We’re not going to go into every detail of it, just as we didn’t go into every detail of previous philosophies, but the big difference in the Modern world and what came before is the developing new approach to reality (and here there really is a bright line comparison between the old and the new). And to understand this, we have to think ontologically – we have to think about the nature of existence.
Let’s go back a bit. The Empiricists, like John Locke, thought that we could know reality through the experience of our senses, that we could understand the objective world by living in it, breathing it, seeing it, hearing it, smelling it, touching it. The rationalists thought that we could understand reality simply by using our minds to figure it out. They are obviously fundamentally in disagreement about approach to ontology, but they did agree that there was an objective universe that could be understood.
By the time we get to the Modern Age, the most prominent theorists believe that there is no way of knowing the objective world. They take empiricism or rationality or any brand of thought you like and point out that it all comes to you vis-a-vis you. That is, the only thing you can know is what it is that you, as an individual, know. Reality, to you, is your own subjective reality. As Kirkegaard put it, we have subjective existence modified by objective reality, but can only know the subjective.
This, in a word, is Relativism.
The objective world doesn’t matter anymore.
Taken to its logical extreme, the objective world may not even exist. And some postmodern thinkers do indeed posit that there is no objective reality. But Kirkegaard gives us a better construct. Our subjective reality is affected by the objective, but all we can truly know is the subjective. That is the core of Existentialism. From this, Sartre postulated that a man is defined by his actions, not his essence.
By the time we start analyzing the postmoderns, the construct of relativism is firmly fixed. You can read all the modern philosophy you want to get a better feel for it. As far as we’re concerned now, you need only understand the concept, and understand that the concept pretty much underlies all of modern Thought.

All right. Let’s focus in a little. Let’s talk about the 20th Century. The Modern Age of the 20th Century.
As far as the Modern Age is concerned, it is important to remember that it is different from previous ages in dramatic ways (and this difference is a very important aspect of modernism). Before the Modern Age, everyone lived in their grandparents’ world, which was their grandparents’ world. That is, if you were born in 1700, your life was virtually no different from your parents’ life, or their parents’ life, or their parents life, going back as far as you want. Technological advances were slow, and would have little effect on you. The biggest change in your century might be the development of a better plow. This means more rutabagas come rutabaga season, but not much else.
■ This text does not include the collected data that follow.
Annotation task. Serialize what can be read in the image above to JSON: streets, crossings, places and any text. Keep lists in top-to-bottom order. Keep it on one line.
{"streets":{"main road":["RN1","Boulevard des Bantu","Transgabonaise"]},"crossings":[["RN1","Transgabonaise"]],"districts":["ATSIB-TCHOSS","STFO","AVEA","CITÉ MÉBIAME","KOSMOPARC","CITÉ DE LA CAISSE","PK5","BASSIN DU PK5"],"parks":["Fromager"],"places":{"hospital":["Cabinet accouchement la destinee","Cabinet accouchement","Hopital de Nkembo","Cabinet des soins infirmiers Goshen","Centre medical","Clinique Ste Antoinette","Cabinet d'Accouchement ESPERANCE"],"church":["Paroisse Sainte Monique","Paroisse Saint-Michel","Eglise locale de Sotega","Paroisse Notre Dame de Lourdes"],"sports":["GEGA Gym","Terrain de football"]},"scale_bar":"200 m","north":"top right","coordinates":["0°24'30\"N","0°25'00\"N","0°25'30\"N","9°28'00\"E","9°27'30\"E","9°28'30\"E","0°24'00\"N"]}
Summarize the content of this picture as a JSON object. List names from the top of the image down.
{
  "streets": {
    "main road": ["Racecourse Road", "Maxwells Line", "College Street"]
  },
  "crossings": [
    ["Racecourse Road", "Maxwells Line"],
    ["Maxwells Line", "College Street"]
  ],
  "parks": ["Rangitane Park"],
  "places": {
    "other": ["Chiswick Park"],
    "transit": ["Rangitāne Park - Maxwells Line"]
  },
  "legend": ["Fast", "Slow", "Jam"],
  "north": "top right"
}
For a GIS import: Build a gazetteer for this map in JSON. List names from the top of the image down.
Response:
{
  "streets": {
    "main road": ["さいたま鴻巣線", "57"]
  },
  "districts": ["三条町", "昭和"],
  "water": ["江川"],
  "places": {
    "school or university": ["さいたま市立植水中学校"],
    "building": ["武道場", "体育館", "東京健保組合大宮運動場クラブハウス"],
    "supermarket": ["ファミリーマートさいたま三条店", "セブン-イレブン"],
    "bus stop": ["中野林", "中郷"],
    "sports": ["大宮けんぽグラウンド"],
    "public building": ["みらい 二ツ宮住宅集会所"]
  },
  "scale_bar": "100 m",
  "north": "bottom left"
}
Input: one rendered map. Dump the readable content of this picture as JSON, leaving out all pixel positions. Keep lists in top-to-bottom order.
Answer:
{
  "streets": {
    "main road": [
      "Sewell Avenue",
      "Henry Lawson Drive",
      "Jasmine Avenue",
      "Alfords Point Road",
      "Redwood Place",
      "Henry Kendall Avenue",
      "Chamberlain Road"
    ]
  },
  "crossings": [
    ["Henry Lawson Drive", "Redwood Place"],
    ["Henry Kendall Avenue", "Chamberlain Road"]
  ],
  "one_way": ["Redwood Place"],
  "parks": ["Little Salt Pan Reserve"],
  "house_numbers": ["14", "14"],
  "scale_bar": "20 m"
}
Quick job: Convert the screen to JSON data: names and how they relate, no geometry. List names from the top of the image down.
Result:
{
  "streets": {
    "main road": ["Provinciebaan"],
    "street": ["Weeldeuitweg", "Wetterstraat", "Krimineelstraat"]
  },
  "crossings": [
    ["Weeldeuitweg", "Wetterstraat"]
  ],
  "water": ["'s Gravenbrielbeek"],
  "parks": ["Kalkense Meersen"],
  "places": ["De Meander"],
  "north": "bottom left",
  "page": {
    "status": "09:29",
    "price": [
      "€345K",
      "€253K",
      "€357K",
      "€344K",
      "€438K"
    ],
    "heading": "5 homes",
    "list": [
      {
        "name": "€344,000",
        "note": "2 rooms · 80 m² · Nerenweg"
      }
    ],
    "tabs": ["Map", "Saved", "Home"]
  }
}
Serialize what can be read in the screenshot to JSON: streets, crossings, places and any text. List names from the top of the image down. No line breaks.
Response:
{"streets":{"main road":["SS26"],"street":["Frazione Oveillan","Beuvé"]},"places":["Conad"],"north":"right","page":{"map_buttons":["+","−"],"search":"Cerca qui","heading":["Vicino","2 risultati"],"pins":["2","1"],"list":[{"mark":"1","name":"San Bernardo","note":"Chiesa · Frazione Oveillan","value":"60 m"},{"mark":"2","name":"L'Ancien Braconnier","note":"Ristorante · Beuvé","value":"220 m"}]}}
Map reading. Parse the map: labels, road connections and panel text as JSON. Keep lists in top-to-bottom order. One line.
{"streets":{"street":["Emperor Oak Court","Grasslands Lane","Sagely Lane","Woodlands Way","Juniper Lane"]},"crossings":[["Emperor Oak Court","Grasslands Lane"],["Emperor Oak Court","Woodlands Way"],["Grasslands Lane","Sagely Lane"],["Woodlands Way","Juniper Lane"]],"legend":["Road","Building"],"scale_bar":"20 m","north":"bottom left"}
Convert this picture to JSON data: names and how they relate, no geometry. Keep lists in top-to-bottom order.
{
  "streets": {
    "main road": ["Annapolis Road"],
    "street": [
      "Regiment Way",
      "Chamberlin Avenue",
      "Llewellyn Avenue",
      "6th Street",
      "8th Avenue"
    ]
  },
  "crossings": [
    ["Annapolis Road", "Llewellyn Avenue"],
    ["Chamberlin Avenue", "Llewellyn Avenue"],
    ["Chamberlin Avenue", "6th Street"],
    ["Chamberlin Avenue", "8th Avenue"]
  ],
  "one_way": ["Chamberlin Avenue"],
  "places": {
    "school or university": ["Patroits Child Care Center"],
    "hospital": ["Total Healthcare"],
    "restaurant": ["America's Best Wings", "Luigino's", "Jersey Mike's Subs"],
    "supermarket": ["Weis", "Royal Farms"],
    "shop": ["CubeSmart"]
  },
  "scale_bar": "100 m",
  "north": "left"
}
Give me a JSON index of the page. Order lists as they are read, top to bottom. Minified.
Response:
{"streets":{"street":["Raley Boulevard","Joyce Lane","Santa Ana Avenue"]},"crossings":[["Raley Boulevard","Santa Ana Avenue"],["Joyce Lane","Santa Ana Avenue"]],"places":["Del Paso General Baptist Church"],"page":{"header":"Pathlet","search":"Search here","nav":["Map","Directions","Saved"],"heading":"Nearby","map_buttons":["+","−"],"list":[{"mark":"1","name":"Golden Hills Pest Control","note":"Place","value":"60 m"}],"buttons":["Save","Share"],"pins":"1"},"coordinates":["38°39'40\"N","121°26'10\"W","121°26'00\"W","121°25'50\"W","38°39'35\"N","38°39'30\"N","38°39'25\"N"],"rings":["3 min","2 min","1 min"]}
Starting with the Modern Age, your world is completely different from your grandparents’, or even your parents’. Look at my grandmother. She was born in the early 1880s. The airplane had not been invented. Nor had the radio. Or the car. Or Coca-Cola (1886). When she died, in the early 70s, she could have theoretically watched a movie on the Concorde while drinking a Diet Coke. My grandmother’s grandmother, however, lived through no such evolution of technologies (or beverages). Airplanes, radios, and cars (and television, among other inventions), changed the world in the Twentieth Century. In major ways. From, say, 1850 or so, there seems to be change after change, and they seem to come faster and faster. And this is still true. If you were born before 1990, you were born in a world where the letters WWW at best referred to Walla Walla, Washington. There was no Internet to log on to. If you were born before 1981, there was no PC. If, like me, you believe that the information transmission aspects of the Internet are a major revolution, than you probably have managed to have it occur entirely during your lifetime. (Considering that instant transmission of information requires a fast pipeline, and ubiquitous fast pipelines like cable modems are a product of the turn of the millennium, this particular revolution is still wearing diapers.)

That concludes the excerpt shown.